Just to make sure I understand the implications of this, are you saying that
bandwidth *improvements* have been increasing with the square of latency
*improvements* since 1980?  (I assume this must be what you mean, as
bandwidth has gotten faster while latency has gone down.)

Also, do you mean that this standard rule applies to all data transfer
mediums (internet, LAN, wireless, CPU bus, etc) about equally?  A sort of
Moore's law for the relationship between latency and bandwidth improvements?

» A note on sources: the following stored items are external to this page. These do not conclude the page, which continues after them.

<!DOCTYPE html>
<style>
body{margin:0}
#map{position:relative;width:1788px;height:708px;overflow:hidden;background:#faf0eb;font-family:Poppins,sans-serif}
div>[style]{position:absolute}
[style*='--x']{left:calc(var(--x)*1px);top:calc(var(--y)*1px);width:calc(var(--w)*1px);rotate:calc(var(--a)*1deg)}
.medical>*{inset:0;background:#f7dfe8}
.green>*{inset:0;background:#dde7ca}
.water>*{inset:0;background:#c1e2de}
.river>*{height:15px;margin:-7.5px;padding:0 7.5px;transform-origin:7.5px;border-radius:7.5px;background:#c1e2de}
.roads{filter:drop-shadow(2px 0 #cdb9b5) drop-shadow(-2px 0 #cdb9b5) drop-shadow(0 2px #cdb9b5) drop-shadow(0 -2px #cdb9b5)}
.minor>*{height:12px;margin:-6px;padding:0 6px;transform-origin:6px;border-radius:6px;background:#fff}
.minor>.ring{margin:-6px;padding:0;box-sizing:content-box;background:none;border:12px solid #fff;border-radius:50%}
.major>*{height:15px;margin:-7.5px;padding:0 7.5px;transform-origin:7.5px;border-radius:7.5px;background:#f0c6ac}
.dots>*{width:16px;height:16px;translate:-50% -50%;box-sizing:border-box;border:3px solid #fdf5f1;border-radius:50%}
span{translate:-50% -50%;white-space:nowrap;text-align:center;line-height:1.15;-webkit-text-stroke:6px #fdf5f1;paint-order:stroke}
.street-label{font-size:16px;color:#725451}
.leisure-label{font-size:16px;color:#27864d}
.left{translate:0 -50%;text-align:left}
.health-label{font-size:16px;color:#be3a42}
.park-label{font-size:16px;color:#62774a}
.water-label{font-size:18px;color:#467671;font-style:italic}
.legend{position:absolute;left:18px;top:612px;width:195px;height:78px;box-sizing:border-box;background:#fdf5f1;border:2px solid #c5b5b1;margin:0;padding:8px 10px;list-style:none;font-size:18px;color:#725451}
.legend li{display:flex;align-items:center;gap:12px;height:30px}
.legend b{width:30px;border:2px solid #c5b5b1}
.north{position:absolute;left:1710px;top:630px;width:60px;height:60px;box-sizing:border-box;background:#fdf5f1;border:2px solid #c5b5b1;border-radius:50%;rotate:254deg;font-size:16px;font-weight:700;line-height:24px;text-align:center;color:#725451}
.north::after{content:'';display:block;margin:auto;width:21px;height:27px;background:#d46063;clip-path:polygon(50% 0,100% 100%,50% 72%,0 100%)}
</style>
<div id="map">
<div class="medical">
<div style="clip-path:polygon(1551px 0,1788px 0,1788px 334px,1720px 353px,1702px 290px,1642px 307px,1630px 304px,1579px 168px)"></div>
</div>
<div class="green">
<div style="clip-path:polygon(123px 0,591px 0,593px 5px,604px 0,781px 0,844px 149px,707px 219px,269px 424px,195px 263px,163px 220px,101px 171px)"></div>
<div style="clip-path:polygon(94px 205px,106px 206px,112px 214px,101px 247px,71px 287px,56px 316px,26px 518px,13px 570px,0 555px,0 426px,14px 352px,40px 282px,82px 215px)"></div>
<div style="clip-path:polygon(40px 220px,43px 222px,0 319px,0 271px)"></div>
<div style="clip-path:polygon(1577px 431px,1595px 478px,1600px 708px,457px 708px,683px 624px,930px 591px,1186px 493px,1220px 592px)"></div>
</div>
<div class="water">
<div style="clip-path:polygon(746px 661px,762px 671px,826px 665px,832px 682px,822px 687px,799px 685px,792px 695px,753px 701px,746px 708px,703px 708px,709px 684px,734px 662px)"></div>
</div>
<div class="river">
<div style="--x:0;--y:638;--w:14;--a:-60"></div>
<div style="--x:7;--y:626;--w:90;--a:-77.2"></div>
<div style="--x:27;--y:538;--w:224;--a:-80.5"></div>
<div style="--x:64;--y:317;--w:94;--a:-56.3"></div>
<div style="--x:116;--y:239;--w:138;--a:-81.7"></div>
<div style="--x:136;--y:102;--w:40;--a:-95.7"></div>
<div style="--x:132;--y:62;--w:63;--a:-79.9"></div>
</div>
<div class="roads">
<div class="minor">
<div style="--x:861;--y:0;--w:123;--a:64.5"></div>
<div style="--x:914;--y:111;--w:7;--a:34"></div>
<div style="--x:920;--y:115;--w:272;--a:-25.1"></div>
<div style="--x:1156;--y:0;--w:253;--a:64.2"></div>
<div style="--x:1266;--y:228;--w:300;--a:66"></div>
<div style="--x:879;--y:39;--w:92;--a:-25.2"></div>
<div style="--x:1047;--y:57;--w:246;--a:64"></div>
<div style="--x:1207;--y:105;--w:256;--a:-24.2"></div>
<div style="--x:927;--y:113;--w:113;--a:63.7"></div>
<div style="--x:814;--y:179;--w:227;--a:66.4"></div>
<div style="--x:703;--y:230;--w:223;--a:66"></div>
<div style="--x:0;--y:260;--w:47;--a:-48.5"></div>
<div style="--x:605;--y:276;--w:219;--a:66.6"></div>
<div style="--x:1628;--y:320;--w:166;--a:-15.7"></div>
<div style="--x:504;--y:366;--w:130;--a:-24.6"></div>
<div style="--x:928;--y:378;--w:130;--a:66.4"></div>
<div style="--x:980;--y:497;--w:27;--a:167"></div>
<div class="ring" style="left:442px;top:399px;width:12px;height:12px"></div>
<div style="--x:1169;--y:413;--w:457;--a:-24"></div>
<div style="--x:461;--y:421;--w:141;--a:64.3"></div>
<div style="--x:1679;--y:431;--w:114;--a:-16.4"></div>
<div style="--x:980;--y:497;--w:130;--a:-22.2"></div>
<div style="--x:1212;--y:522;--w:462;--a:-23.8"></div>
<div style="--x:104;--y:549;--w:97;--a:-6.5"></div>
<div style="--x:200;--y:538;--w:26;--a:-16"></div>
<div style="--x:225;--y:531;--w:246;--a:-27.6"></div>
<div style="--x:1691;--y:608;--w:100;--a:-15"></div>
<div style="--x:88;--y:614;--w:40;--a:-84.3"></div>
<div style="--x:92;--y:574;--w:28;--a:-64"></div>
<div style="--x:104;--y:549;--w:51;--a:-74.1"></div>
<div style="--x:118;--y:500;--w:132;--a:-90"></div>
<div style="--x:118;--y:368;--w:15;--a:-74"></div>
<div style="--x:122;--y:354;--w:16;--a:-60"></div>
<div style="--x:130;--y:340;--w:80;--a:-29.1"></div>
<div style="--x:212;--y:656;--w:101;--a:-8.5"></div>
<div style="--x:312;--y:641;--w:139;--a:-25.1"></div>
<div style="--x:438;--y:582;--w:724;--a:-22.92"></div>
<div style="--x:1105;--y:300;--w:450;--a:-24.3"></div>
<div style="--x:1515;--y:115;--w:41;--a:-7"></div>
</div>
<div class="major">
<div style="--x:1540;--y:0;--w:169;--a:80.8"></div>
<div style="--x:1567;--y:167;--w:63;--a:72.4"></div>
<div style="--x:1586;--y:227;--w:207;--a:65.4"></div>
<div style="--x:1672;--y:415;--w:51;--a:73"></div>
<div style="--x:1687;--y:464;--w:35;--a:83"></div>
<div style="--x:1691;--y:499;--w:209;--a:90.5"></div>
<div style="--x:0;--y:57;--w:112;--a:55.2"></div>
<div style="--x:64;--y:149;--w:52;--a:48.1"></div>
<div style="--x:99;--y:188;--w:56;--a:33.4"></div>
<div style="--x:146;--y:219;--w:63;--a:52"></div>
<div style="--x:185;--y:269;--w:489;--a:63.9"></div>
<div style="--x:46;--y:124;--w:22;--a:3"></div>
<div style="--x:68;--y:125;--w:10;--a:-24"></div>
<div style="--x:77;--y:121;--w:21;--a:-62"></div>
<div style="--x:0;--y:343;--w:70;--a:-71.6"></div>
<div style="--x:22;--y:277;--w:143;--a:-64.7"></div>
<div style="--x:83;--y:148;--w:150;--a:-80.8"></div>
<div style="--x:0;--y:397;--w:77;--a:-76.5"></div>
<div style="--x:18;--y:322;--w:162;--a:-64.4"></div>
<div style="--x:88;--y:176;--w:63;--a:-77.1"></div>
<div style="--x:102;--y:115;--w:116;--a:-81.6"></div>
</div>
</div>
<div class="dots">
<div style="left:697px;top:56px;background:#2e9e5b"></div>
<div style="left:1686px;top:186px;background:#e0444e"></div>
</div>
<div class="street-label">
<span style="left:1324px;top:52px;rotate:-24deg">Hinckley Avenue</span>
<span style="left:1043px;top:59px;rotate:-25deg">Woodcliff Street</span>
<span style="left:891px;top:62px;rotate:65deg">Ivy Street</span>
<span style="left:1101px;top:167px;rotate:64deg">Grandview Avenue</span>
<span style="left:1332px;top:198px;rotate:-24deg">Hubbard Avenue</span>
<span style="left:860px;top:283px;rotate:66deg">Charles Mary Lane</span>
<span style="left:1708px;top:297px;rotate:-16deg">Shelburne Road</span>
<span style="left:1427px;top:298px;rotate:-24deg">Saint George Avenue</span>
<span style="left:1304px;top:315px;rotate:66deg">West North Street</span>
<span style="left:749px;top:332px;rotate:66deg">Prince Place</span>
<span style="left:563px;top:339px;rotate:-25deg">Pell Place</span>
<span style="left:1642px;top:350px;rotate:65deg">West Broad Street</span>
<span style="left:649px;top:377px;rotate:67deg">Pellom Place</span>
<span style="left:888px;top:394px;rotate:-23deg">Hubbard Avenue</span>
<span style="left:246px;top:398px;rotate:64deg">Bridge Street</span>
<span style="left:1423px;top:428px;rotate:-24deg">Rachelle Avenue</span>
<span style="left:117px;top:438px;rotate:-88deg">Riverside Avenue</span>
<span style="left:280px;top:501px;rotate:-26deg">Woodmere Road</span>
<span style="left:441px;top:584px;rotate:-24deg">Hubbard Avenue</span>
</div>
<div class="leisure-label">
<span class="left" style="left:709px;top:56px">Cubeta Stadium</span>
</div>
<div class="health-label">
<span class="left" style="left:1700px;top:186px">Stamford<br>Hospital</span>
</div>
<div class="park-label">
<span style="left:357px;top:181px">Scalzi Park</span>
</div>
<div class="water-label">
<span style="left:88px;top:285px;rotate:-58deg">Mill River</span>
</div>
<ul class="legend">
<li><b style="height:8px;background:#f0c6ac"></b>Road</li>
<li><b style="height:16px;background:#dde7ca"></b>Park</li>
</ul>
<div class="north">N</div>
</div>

I guess it kinda makes sense because latency can only improve so much --
there's an asymptotic approach toward instant -- while bandwidth can improve
infinitely.

What would you say are the consequences of such a trend?  With TCP on my
mind I'd say this affects the core algorithms of the internet as even an
infinite bandwidth connection will take a long time to ramp up if the
latency is slow.

But in a broader sense, what does this mean for the future?  Greater use of
decentralized caching over central serving?  Or is this observation true but
not relevant?

It's an interesting point, just trying to figure out what it all means.